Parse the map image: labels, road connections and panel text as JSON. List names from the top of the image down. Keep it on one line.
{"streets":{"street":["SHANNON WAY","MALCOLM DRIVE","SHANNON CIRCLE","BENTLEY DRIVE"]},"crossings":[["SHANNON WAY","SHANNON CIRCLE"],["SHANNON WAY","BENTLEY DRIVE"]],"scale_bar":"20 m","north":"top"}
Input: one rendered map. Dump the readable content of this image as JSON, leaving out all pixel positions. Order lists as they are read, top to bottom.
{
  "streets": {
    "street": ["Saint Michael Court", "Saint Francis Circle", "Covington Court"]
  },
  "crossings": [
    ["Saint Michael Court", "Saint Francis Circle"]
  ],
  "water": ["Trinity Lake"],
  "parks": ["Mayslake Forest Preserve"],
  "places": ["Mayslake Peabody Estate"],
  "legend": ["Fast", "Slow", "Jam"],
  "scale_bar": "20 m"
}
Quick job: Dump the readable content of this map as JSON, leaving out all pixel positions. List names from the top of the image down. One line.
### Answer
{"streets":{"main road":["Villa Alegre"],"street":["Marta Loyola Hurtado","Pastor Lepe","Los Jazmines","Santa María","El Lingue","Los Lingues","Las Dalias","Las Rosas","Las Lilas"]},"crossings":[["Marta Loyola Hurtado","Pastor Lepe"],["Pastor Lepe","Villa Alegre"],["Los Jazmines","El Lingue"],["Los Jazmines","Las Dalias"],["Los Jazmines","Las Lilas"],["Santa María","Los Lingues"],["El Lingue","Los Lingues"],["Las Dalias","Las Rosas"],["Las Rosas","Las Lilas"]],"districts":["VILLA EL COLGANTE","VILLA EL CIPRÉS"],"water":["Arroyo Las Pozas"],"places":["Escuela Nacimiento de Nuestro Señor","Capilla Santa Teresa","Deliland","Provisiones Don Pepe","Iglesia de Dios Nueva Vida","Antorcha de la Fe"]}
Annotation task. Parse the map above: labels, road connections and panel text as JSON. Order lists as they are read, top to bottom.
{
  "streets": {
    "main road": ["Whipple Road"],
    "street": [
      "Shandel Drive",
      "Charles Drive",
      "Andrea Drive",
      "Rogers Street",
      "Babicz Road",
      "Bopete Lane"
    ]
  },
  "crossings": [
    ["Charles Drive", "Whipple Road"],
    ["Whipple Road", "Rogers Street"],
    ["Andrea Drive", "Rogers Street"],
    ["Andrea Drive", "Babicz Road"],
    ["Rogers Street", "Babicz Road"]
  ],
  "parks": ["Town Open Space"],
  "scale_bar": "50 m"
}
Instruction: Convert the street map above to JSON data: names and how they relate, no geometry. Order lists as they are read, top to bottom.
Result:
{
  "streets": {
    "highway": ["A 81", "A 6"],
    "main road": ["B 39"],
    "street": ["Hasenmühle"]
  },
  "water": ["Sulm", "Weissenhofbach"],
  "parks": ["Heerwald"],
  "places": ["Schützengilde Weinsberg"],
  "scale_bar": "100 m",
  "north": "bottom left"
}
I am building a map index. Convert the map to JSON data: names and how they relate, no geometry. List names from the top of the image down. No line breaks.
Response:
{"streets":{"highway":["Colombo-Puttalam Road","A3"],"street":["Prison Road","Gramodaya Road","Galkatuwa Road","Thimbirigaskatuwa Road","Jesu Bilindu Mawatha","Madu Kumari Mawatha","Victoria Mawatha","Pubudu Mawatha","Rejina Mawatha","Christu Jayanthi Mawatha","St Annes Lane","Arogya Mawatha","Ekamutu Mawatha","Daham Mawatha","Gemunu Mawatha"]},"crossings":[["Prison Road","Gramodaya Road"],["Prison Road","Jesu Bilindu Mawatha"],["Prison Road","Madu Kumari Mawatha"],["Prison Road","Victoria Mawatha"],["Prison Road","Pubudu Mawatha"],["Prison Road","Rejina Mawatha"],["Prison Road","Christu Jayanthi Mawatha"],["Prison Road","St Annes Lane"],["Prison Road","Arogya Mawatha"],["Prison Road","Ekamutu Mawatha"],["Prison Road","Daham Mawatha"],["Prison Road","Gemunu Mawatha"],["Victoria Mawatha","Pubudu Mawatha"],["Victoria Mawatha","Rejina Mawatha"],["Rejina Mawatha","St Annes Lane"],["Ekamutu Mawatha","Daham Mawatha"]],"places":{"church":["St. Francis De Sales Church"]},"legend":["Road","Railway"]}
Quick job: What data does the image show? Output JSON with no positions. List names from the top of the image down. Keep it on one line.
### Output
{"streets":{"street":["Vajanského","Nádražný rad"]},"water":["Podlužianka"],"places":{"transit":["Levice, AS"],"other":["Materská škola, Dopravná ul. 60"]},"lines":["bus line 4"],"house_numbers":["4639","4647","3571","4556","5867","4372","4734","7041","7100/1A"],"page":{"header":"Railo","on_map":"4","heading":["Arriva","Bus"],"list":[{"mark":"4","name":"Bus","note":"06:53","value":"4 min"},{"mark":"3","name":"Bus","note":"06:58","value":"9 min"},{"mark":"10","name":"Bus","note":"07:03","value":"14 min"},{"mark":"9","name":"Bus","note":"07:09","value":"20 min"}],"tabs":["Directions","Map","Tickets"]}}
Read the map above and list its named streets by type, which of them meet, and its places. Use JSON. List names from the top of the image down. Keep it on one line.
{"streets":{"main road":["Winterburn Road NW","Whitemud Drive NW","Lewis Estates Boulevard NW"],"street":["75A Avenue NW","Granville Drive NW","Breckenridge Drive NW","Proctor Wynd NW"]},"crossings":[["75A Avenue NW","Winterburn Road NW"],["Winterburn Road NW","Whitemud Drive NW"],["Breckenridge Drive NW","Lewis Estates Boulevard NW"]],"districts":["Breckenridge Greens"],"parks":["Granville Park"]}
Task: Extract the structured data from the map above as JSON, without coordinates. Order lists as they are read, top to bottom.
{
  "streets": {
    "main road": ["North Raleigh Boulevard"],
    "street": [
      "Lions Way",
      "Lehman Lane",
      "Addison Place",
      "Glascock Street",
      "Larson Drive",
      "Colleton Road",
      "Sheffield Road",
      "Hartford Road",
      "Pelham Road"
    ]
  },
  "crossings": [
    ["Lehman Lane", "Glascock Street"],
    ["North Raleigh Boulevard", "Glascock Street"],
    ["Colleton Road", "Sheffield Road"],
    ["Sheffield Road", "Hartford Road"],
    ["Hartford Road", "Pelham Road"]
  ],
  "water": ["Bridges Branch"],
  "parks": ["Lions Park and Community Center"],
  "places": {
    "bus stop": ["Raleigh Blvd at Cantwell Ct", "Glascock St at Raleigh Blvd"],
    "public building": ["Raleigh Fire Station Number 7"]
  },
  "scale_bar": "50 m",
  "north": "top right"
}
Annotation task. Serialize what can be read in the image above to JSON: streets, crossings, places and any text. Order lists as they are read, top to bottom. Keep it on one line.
================================
WORK TO BE COMPLETED:
Retype the entries exactly, including every line.

WRITTEN RESPONSE:
Parse the map image: labels, road connections and panel text as JSON. List names from the top of the image down. Keep it on one line.
{"streets":{"street":["SHANNON WAY","MALCOLM DRIVE","SHANNON CIRCLE","BENTLEY DRIVE"]},"crossings":[["SHANNON WAY","SHANNON CIRCLE"],["SHANNON WAY","BENTLEY DRIVE"]],"scale_bar":"20 m","north":"top"}
Input: one rendered map. Dump the readable content of this image as JSON, leaving out all pixel positions. Order lists as they are read, top to bottom.
{
  "streets": {
    "street": ["Saint Michael Court", "Saint Francis Circle", "Covington Court"]
  },
  "crossings": [
    ["Saint Michael Court", "Saint Francis Circle"]
  ],
  "water": ["Trinity Lake"],
  "parks": ["Mayslake Forest Preserve"],
  "places": ["Mayslake Peabody Estate"],
  "legend": ["Fast", "Slow", "Jam"],
  "scale_bar": "20 m"
}
Quick job: Dump the readable content of this map as JSON, leaving out all pixel positions. List names from the top of the image down. One line.
### Answer
{"streets":{"main road":["Villa Alegre"],"street":["Marta Loyola Hurtado","Pastor Lepe","Los Jazmines","Santa María","El Lingue","Los Lingues","Las Dalias","Las Rosas","Las Lilas"]},"crossings":[["Marta Loyola Hurtado","Pastor Lepe"],["Pastor Lepe","Villa Alegre"],["Los Jazmines","El Lingue"],["Los Jazmines","Las Dalias"],["Los Jazmines","Las Lilas"],["Santa María","Los Lingues"],["El Lingue","Los Lingues"],["Las Dalias","Las Rosas"],["Las Rosas","Las Lilas"]],"districts":["VILLA EL COLGANTE","VILLA EL CIPRÉS"],"water":["Arroyo Las Pozas"],"places":["Escuela Nacimiento de Nuestro Señor","Capilla Santa Teresa","Deliland","Provisiones Don Pepe","Iglesia de Dios Nueva Vida","Antorcha de la Fe"]}
Annotation task. Parse the map above: labels, road connections and panel text as JSON. Order lists as they are read, top to bottom.
{
  "streets": {
    "main road": ["Whipple Road"],
    "street": [
      "Shandel Drive",
      "Charles Drive",
      "Andrea Drive",
      "Rogers Street",
      "Babicz Road",
      "Bopete Lane"
    ]
  },
  "crossings": [
    ["Charles Drive", "Whipple Road"],
    ["Whipple Road", "Rogers Street"],
    ["Andrea Drive", "Rogers Street"],
    ["Andrea Drive", "Babicz Road"],
    ["Rogers Street", "Babicz Road"]
  ],
  "parks": ["Town Open Space"],
  "scale_bar": "50 m"
}
Instruction: Convert the street map above to JSON data: names and how they relate, no geometry. Order lists as they are read, top to bottom.
Result:
{
  "streets": {
    "highway": ["A 81", "A 6"],
    "main road": ["B 39"],
    "street": ["Hasenmühle"]
  },
  "water": ["Sulm", "Weissenhofbach"],
  "parks": ["Heerwald"],
  "places": ["Schützengilde Weinsberg"],
  "scale_bar": "100 m",
  "north": "bottom left"
}
I am building a map index. Convert the map to JSON data: names and how they relate, no geometry. List names from the top of the image down. No line breaks.
Response:
{"streets":{"highway":["Colombo-Puttalam Road","A3"],"street":["Prison Road","Gramodaya Road","Galkatuwa Road","Thimbirigaskatuwa Road","Jesu Bilindu Mawatha","Madu Kumari Mawatha","Victoria Mawatha","Pubudu Mawatha","Rejina Mawatha","Christu Jayanthi Mawatha","St Annes Lane","Arogya Mawatha","Ekamutu Mawatha","Daham Mawatha","Gemunu Mawatha"]},"crossings":[["Prison Road","Gramodaya Road"],["Prison Road","Jesu Bilindu Mawatha"],["Prison Road","Madu Kumari Mawatha"],["Prison Road","Victoria Mawatha"],["Prison Road","Pubudu Mawatha"],["Prison Road","Rejina Mawatha"],["Prison Road","Christu Jayanthi Mawatha"],["Prison Road","St Annes Lane"],["Prison Road","Arogya Mawatha"],["Prison Road","Ekamutu Mawatha"],["Prison Road","Daham Mawatha"],["Prison Road","Gemunu Mawatha"],["Victoria Mawatha","Pubudu Mawatha"],["Victoria Mawatha","Rejina Mawatha"],["Rejina Mawatha","St Annes Lane"],["Ekamutu Mawatha","Daham Mawatha"]],"places":{"church":["St. Francis De Sales Church"]},"legend":["Road","Railway"]}
Quick job: What data does the image show? Output JSON with no positions. List names from the top of the image down. Keep it on one line.
### Output
{"streets":{"street":["Vajanského","Nádražný rad"]},"water":["Podlužianka"],"places":{"transit":["Levice, AS"],"other":["Materská škola, Dopravná ul. 60"]},"lines":["bus line 4"],"house_numbers":["4639","4647","3571","4556","5867","4372","4734","7041","7100/1A"],"page":{"header":"Railo","on_map":"4","heading":["Arriva","Bus"],"list":[{"mark":"4","name":"Bus","note":"06:53","value":"4 min"},{"mark":"3","name":"Bus","note":"06:58","value":"9 min"},{"mark":"10","name":"Bus","note":"07:03","value":"14 min"},{"mark":"9","name":"Bus","note":"07:09","value":"20 min"}],"tabs":["Directions","Map","Tickets"]}}
Read the map above and list its named streets by type, which of them meet, and its places. Use JSON. List names from the top of the image down. Keep it on one line.
{"streets":{"main road":["Winterburn Road NW","Whitemud Drive NW","Lewis Estates Boulevard NW"],"street":["75A Avenue NW","Granville Drive NW","Breckenridge Drive NW","Proctor Wynd NW"]},"crossings":[["75A Avenue NW","Winterburn Road NW"],["Winterburn Road NW","Whitemud Drive NW"],["Breckenridge Drive NW","Lewis Estates Boulevard NW"]],"districts":["Breckenridge Greens"],"parks":["Granville Park"]}
Task: Extract the structured data from the map above as JSON, without coordinates. Order lists as they are read, top to bottom.
{
  "streets": {
    "main road": ["North Raleigh Boulevard"],
    "street": [
      "Lions Way",
      "Lehman Lane",
      "Addison Place",
      "Glascock Street",
      "Larson Drive",
      "Colleton Road",
      "Sheffield Road",
      "Hartford Road",
      "Pelham Road"
    ]
  },
  "crossings": [
    ["Lehman Lane", "Glascock Street"],
    ["North Raleigh Boulevard", "Glascock Street"],
    ["Colleton Road", "Sheffield Road"],
    ["Sheffield Road", "Hartford Road"],
    ["Hartford Road", "Pelham Road"]
  ],
  "water": ["Bridges Branch"],
  "parks": ["Lions Park and Community Center"],
  "places": {
    "bus stop": ["Raleigh Blvd at Cantwell Ct", "Glascock St at Raleigh Blvd"],
    "public building": ["Raleigh Fire Station Number 7"]
  },
  "scale_bar": "50 m",
  "north": "top right"
}
Annotation task. Serialize what can be read in the image above to JSON: streets, crossings, places and any text. Order lists as they are read, top to bottom. Keep it on one line.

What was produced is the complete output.